It’s somewhat hard to believe that the second quarter of 2014 came to a close already. The Blue Shield of California Foundation recently announced its Q2 funding, which bumps total foundation grantmaking over the $300 million mark since it was established in 2002 (Read Blue Shield of California Foundation: Grants for Health Policy and Access). Second quarter grantmaking reached $8.8 million this year, and a significant portion of grant money was committed to two new focus areas.
These two focus areas are (1) optimizing care teams and (2) behavioral health integration, and both lie within the foundation’s Health Care and Coverage program. Through these two focus areas, BSCF wants to ensure that California’s safety net can adapt to the changing demands and landscape of the future healthcare system.
For this most recent quarter, BSCF committed $4,901,874 to expanding access through care teams and $1.3 million advance behavioral health integration. BSCF made about a dozen grants in each focus area, ranging between $50,000 and $175,000 apiece. An almost equal number of grants were made in the San Francisco Bay Area, Los Angeles, northern California, central California, and southern California.
Other BSCF were awarded in this grant cycle to address the needs of uninsured Californians, and grantees included Working Partnerships USA in the Bay Area (a $200,000 grant) and Asian Americans Advancing Justice Los Angeles (a $100,000 grant).
Blue Shield also remained committed to preventing domestic violence in this grant cycle, awarding just over $2 million in anti-violence grants. The foundation awarded capacity building and safety net grants to a women’s shelter program in central California and a statewide policy advocacy organization for programming and organizational strengthening programs.

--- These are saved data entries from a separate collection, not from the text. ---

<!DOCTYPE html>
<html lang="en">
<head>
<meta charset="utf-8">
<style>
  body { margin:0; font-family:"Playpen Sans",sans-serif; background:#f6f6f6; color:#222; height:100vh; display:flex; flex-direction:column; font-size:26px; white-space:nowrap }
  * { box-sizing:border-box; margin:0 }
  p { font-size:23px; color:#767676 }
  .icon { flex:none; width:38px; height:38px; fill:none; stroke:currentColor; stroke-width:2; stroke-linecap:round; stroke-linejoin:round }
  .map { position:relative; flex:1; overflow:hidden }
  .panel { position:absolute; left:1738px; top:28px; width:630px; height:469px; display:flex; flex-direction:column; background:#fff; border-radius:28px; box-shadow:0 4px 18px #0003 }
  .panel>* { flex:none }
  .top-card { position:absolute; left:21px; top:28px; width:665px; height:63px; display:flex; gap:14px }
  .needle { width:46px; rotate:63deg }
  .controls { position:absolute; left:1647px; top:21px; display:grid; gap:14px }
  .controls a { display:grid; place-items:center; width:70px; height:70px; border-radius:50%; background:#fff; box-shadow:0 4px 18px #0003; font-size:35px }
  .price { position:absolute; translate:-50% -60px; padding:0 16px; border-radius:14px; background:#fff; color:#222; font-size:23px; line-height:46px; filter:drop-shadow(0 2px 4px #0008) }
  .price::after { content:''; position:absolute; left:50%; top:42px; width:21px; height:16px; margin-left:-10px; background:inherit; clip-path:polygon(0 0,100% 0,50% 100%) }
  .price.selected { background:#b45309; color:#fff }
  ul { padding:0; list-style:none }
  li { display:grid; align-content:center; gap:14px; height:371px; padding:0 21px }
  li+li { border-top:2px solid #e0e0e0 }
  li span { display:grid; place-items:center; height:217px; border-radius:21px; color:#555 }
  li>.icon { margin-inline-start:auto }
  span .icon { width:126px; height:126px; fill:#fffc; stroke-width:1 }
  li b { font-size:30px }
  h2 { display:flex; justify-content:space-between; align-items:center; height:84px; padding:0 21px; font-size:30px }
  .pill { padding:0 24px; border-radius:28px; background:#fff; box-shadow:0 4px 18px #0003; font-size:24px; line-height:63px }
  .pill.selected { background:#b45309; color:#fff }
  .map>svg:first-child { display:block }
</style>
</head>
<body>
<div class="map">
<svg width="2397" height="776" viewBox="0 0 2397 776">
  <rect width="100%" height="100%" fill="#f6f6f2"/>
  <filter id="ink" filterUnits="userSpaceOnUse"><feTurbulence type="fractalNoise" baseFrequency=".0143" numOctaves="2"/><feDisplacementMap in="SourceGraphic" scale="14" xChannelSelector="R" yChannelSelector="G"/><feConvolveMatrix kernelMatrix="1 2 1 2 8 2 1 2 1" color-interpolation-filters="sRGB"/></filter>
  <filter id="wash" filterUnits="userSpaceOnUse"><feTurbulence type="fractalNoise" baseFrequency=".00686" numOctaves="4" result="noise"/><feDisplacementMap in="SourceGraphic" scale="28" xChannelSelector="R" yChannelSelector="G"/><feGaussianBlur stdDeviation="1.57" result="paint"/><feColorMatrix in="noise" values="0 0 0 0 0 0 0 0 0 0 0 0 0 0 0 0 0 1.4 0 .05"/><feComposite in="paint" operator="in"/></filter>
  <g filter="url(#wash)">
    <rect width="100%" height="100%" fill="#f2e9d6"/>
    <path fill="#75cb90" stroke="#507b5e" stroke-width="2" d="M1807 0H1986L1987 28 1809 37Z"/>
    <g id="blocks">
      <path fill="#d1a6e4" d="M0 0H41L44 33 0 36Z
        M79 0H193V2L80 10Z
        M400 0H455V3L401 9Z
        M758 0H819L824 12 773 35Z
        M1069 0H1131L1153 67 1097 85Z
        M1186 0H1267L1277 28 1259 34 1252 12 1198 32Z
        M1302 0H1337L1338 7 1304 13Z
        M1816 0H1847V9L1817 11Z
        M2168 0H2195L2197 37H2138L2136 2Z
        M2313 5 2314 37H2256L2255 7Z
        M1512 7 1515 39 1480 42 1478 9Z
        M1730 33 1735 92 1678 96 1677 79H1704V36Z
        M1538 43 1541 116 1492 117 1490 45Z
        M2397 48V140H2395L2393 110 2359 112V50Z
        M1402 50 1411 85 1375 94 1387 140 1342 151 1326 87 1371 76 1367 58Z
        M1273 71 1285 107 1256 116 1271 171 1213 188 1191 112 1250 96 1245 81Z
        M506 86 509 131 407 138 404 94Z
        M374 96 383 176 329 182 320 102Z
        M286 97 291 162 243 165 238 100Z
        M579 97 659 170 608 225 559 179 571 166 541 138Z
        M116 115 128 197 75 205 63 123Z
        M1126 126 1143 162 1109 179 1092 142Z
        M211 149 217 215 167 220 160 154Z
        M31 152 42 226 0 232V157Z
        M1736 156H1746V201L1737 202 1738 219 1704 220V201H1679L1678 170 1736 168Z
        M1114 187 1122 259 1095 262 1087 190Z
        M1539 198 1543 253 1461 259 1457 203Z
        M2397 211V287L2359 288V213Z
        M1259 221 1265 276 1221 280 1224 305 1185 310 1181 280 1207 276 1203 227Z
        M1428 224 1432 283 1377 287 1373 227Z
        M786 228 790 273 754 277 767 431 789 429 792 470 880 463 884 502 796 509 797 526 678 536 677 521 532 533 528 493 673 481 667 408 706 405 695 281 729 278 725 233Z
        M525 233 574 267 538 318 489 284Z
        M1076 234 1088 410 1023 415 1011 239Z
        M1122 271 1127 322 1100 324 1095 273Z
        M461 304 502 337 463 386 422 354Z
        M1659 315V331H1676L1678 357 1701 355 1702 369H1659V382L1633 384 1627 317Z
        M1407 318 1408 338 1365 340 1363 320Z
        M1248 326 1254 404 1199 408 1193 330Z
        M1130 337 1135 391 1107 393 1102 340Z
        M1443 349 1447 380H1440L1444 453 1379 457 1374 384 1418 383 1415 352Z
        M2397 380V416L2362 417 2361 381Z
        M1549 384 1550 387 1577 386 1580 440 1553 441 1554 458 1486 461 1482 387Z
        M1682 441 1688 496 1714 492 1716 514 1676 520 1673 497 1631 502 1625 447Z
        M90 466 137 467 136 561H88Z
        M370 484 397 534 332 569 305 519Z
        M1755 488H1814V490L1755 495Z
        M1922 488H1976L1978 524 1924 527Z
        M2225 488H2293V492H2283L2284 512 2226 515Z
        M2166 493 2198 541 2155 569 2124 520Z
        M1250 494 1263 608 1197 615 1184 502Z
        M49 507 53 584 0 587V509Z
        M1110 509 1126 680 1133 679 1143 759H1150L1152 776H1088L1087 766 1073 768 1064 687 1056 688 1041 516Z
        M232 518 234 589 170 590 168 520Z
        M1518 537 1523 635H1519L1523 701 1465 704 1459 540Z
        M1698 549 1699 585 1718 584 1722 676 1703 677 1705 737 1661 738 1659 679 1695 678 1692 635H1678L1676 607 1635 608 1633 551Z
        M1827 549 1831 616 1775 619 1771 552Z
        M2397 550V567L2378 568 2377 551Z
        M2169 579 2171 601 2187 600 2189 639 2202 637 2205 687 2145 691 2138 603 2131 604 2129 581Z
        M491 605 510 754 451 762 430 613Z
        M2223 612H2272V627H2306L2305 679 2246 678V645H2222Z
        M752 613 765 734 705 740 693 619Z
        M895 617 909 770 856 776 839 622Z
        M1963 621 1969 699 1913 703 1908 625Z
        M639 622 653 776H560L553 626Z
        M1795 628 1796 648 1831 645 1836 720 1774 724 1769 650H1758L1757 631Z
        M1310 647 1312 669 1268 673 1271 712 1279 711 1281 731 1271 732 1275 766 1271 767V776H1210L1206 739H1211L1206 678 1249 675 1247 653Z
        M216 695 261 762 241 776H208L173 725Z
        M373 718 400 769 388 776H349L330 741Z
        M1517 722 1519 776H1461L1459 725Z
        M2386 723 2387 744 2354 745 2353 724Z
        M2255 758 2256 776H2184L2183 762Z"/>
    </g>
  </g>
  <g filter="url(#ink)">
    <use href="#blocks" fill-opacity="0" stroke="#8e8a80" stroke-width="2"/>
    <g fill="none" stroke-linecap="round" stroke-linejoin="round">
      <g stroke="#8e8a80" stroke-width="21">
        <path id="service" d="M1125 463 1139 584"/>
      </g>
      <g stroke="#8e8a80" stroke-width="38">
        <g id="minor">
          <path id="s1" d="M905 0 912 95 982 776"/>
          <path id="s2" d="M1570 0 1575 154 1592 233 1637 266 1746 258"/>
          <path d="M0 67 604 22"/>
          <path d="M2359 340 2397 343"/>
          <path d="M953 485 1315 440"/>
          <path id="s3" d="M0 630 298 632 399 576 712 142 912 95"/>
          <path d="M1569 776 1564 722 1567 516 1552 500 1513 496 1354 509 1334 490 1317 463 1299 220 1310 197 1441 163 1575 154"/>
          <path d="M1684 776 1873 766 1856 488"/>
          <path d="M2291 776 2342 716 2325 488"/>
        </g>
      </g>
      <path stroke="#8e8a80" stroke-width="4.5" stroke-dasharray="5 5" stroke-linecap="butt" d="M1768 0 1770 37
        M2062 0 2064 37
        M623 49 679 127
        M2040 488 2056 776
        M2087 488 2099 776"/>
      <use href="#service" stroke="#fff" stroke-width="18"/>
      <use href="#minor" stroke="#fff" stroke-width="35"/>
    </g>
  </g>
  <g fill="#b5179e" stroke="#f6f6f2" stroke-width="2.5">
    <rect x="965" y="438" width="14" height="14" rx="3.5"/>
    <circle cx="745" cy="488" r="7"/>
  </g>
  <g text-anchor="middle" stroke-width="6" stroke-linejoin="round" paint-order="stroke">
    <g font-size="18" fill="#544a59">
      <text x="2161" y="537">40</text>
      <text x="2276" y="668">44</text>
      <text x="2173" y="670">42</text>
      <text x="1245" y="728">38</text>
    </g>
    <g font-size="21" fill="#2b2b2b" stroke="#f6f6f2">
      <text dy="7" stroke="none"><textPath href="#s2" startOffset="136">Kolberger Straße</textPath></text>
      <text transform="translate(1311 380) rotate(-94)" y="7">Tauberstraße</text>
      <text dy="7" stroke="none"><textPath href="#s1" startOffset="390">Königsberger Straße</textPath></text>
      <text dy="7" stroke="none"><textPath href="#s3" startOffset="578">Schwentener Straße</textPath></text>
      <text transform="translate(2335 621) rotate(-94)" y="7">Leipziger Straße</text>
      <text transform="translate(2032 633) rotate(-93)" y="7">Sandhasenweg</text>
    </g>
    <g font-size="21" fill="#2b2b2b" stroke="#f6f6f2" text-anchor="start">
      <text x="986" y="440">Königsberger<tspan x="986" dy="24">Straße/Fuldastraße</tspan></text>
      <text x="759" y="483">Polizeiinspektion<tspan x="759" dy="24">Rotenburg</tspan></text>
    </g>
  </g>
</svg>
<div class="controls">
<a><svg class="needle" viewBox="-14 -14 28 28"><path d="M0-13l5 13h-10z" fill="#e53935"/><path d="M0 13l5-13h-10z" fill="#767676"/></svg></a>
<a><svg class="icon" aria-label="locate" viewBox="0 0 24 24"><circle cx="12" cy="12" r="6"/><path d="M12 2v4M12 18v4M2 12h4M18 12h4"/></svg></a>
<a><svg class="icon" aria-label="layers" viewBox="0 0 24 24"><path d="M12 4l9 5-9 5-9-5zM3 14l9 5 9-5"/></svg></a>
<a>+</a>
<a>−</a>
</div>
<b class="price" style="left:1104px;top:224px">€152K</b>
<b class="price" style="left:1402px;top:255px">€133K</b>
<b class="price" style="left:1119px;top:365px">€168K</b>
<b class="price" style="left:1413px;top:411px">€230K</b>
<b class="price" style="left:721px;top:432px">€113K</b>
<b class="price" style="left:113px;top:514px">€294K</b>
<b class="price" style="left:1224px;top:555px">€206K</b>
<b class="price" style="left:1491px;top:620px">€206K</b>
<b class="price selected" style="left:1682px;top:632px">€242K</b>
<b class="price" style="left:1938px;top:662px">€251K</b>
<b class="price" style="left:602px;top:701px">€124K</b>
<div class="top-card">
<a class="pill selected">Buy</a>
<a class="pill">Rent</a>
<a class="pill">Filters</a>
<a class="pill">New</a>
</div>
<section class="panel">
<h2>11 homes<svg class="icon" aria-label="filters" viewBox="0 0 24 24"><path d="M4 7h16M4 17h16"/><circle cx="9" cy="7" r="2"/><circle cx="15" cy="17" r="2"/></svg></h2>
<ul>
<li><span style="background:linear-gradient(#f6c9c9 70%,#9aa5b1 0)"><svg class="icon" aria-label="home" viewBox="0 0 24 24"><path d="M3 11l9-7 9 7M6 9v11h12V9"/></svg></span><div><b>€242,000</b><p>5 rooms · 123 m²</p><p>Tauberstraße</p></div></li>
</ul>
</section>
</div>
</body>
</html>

So what does this all mean for nonprofits looking ahead to Q3?
It means that BSCF is being as fair as possible to all areas of the state, so funding is possible and even likely outside the borders of San Francisco and Los Angeles. Since this foundation was established 12 years ago, it's made 4,204 grants including 952 in the Bay Area and 826 in Los Angeles.
These recent figures also indicate that foundation sees the state's greatest health need as increasing the effectiveness of healthcare professionals, and believes that this will lead to the expansion of patient access. Read through the foundation’s recent Request for Applications: Expanding Access Through Team Care document to get a deeper understanding of what BSCF is looking for in new hospital and clinic grantees.
“This three-hundred-million mark symbolizes the years of work that we've put into ensuring our grants have the greatest possible impact for low-income and underserved communities across California," BSCF president and CEO, Peter Long, said in a press release. "As thoughtful stewards of our philanthropic funds, there isn't a moment in which we forget the potential impact of every dollar we have the privilege to give. Investing - in a strategic, meaningful way—in the future of our state's healthcare safety net and domestic violence service providers remains at the heart of our grantmaking this quarter, and beyond."